Hacker News new | ask | show | jobs
by mtdewcmu 4594 days ago
I was interested in yours specifically because it's the only one I've seen that doesn't buffer (almost). You might as well drop the last little buffer and be completely bufferless. Then it will never cause an error or block, and you'll have no dependencies. If you want to support validation, make a higher-level interface to this and do it there. It will be just as easy.
1 comments

Hmm? The stack buffer in yxml will never cause parsing to block, and there's no added dependencies on... anything? I don't think that buffer causes any problems even on a size-restricted microcontroller that doesn't have malloc(). As long as you can find ~512 bytes or so of free memory you can parse a lot of files.

The only situation in which that buffer would cause an error is when the application used a too small buffer, or when the document is far too deeply nested or has extremely long element/property names. Both the maximum nesting level name lengths should, IMO, be limited in the parser in order to protect against malicious documents. Most parsers have separate settings for that, yxml simplifies that by letting the application control the size of a buffer.

The stack buffer in yxml is also used to make the API a bit easier to use.
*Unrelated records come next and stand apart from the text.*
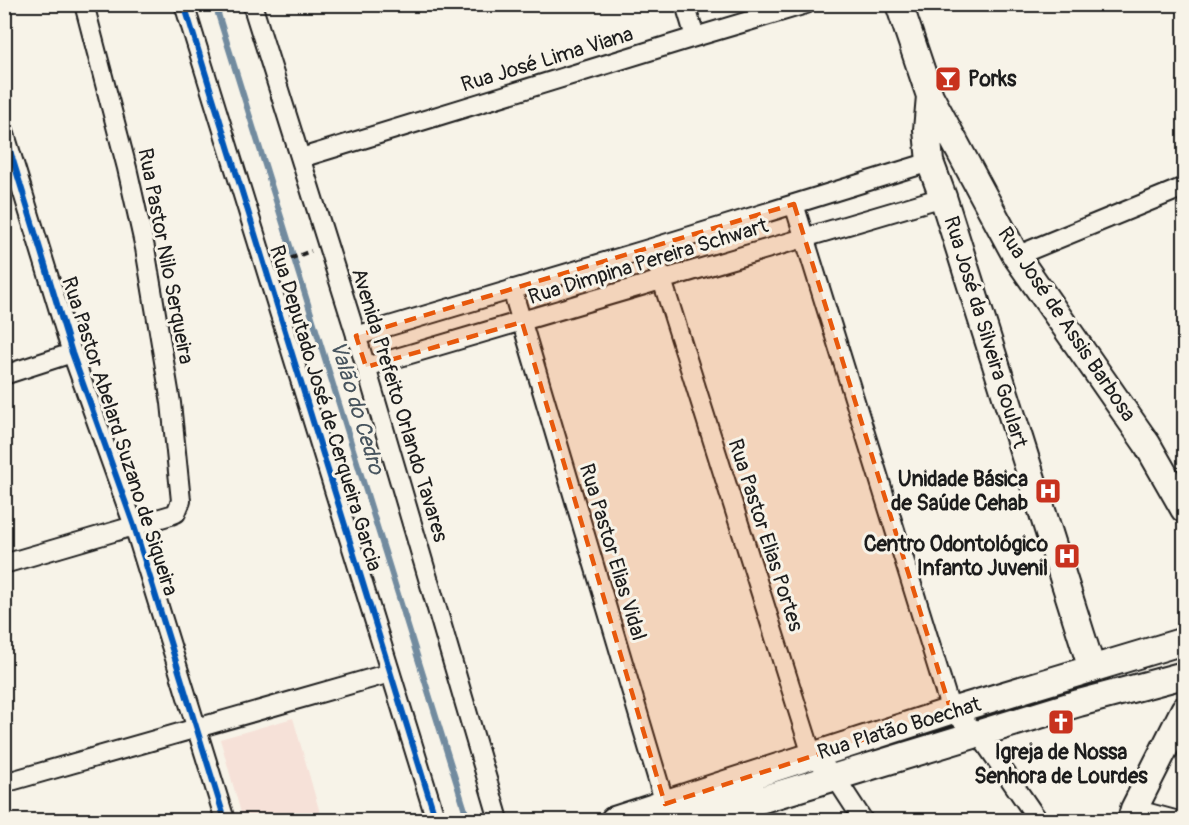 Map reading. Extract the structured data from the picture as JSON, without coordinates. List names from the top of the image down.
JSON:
{
  "streets": {
    "main road": ["Rua José de Assis Barbosa", "Rua José da Silveira Goulart", "Rua Platão Boechat"],
    "street": [
      "Rua José Lima Viana",
      "Rua Pastor Nilo Serqueira",
      "Rua Dimpina Pereira Schwart",
      "Avenida Prefeito Orlando Tavares",
      "Rua Deputado José de Cerqueira Garcia",
      "Rua Pastor Abelard Suzano de Siqueira",
      "Rua Pastor Elias Portes",
      "Rua Pastor Elias Vidal"
    ]
  },
  "crossings": [
    ["Rua José Lima Viana", "Avenida Prefeito Orlando Tavares"],
    ["Rua Pastor Nilo Serqueira", "Rua Pastor Abelard Suzano de Siqueira"],
    ["Rua Dimpina Pereira Schwart", "Rua José da Silveira Goulart"],
    ["Rua Dimpina Pereira Schwart", "Avenida Prefeito Orlando Tavares"],
    ["Rua Dimpina Pereira Schwart", "Rua Pastor Elias Portes"],
    ["Rua Dimpina Pereira Schwart", "Rua Pastor Elias Vidal"],
    ["Rua José de Assis Barbosa", "Rua José da Silveira Goulart"],
    ["Rua José da Silveira Goulart", "Rua Platão Boechat"],
    ["Rua Pastor Elias Portes", "Rua Platão Boechat"],
    ["Rua Pastor Elias Vidal", "Rua Platão Boechat"]
  ],
  "water": ["Valão do Cedro"],
  "places": {
    "bar": ["Porks"],
    "hospital": ["Unidade Básica de Saúde Cehab", "Centro Odontológico Infanto Juvenil"],
    "church": ["Igreja de Nossa Senhora de Lourdes"]
  }
}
With the buffer I can pass element/property names as a single zero-terminated C string to the application, without it I would have to use the same mechanism as used for attribute values and element contents, and that mechanism isn't all that easy to use. (This is the one case where I chose convenience over simplicity, but I kinda wanted the validation anyway so that wasn't really a problem)
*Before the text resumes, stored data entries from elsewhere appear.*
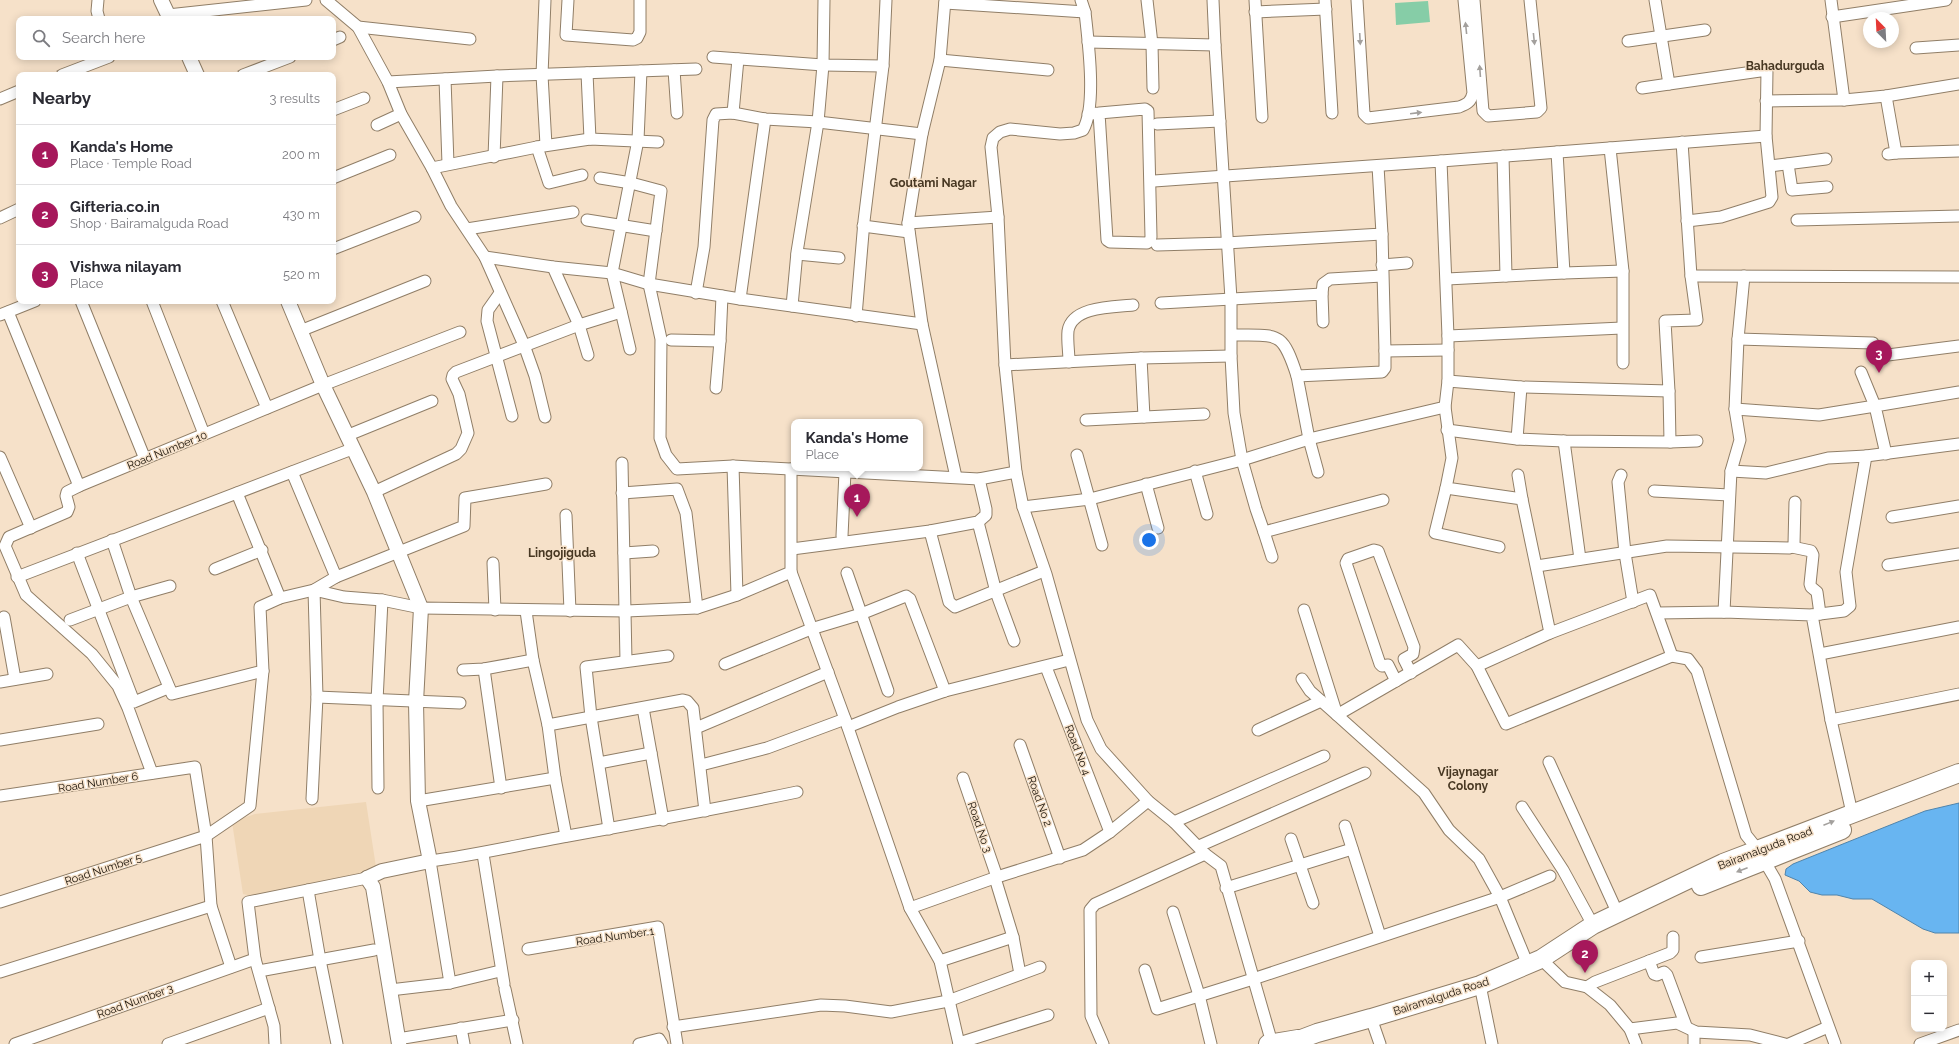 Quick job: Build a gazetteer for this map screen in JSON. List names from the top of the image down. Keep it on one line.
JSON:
{"streets":{"main road":["Bairamalguda Road"],"street":["Road Number 10","Road No 4","Road Number 6","Road No 2","Road No 3","Road Number 5","Road Number 1","Road Number 3"]},"crossings":[["Road Number 6","Road Number 5"]],"districts":["Bahadurguda","Goutami Nagar","Lingojiguda","Vijaynagar Colony"],"north":"top left","page":{"search":"Search here","heading":["Nearby","3 results"],"list":[{"mark":"1","name":"Kanda's Home","note":"Place · Temple Road","value":"200 m"},{"mark":"2","name":"Gifteria.co.in","note":"Shop · Bairamalguda Road","value":"430 m"},{"mark":"3","name":"Vishwa nilayam","note":"Place","value":"520 m"}],"pins":["3","1","2"],"popup":["Kanda's Home","Place"],"map_buttons":["+","−"]}} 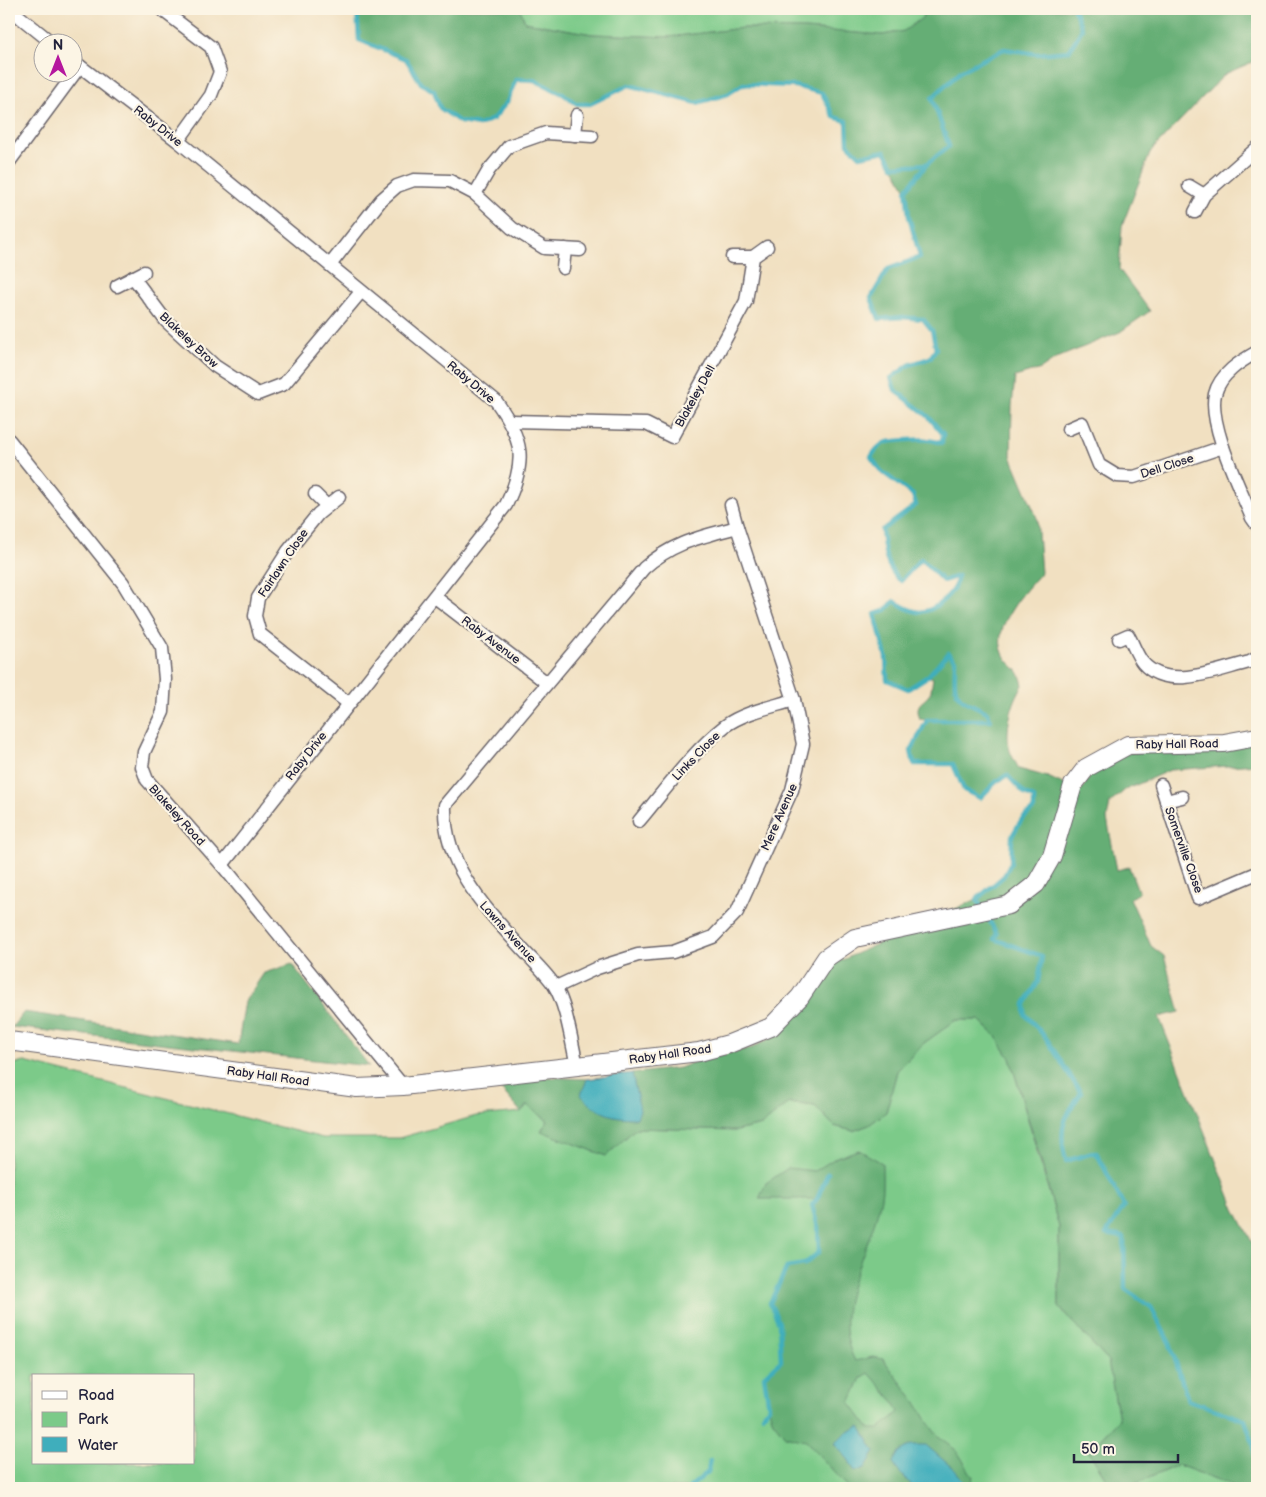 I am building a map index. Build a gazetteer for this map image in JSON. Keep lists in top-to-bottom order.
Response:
{
  "streets": {
    "street": [
      "Raby Drive",
      "Blakeley Brow",
      "Blakeley Dell",
      "Dell Close",
      "Fairlawn Close",
      "Raby Avenue",
      "Raby Hall Road",
      "Links Close",
      "Blakeley Road",
      "Mere Avenue",
      "Somerville Close",
      "Lawns Avenue"
    ]
  },
  "crossings": [
    ["Raby Drive", "Blakeley Brow"],
    ["Raby Drive", "Blakeley Dell"],
    ["Raby Drive", "Fairlawn Close"],
    ["Raby Drive", "Raby Avenue"],
    ["Raby Drive", "Blakeley Road"],
    ["Raby Avenue", "Lawns Avenue"],
    ["Raby Hall Road", "Blakeley Road"],
    ["Raby Hall Road", "Lawns Avenue"],
    ["Links Close", "Mere Avenue"],
    ["Mere Avenue", "Lawns Avenue"]
  ],
  "legend": ["Road", "Park", "Water"],
  "scale_bar": "50 m",
  "north": "top"
}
Ah. I have not yet looked too far into how yxml works. I never came up with a perfectly satisfactory solution to the zero-buffer problem myself, but you've hit on a lot of the things that make it a hassle either way. It's almost impossible to do a usable xml parser under the assumption that it will not buffer and it will not be guaranteed access to more than one character at a time. I started developing one like that based on a goto-driven state machine, but I stopped working on it, because the interface was going to be too inconvenient.

What I meant about blocking was blocking on malloc. It sounds like you're expecting the caller to take care of allocation?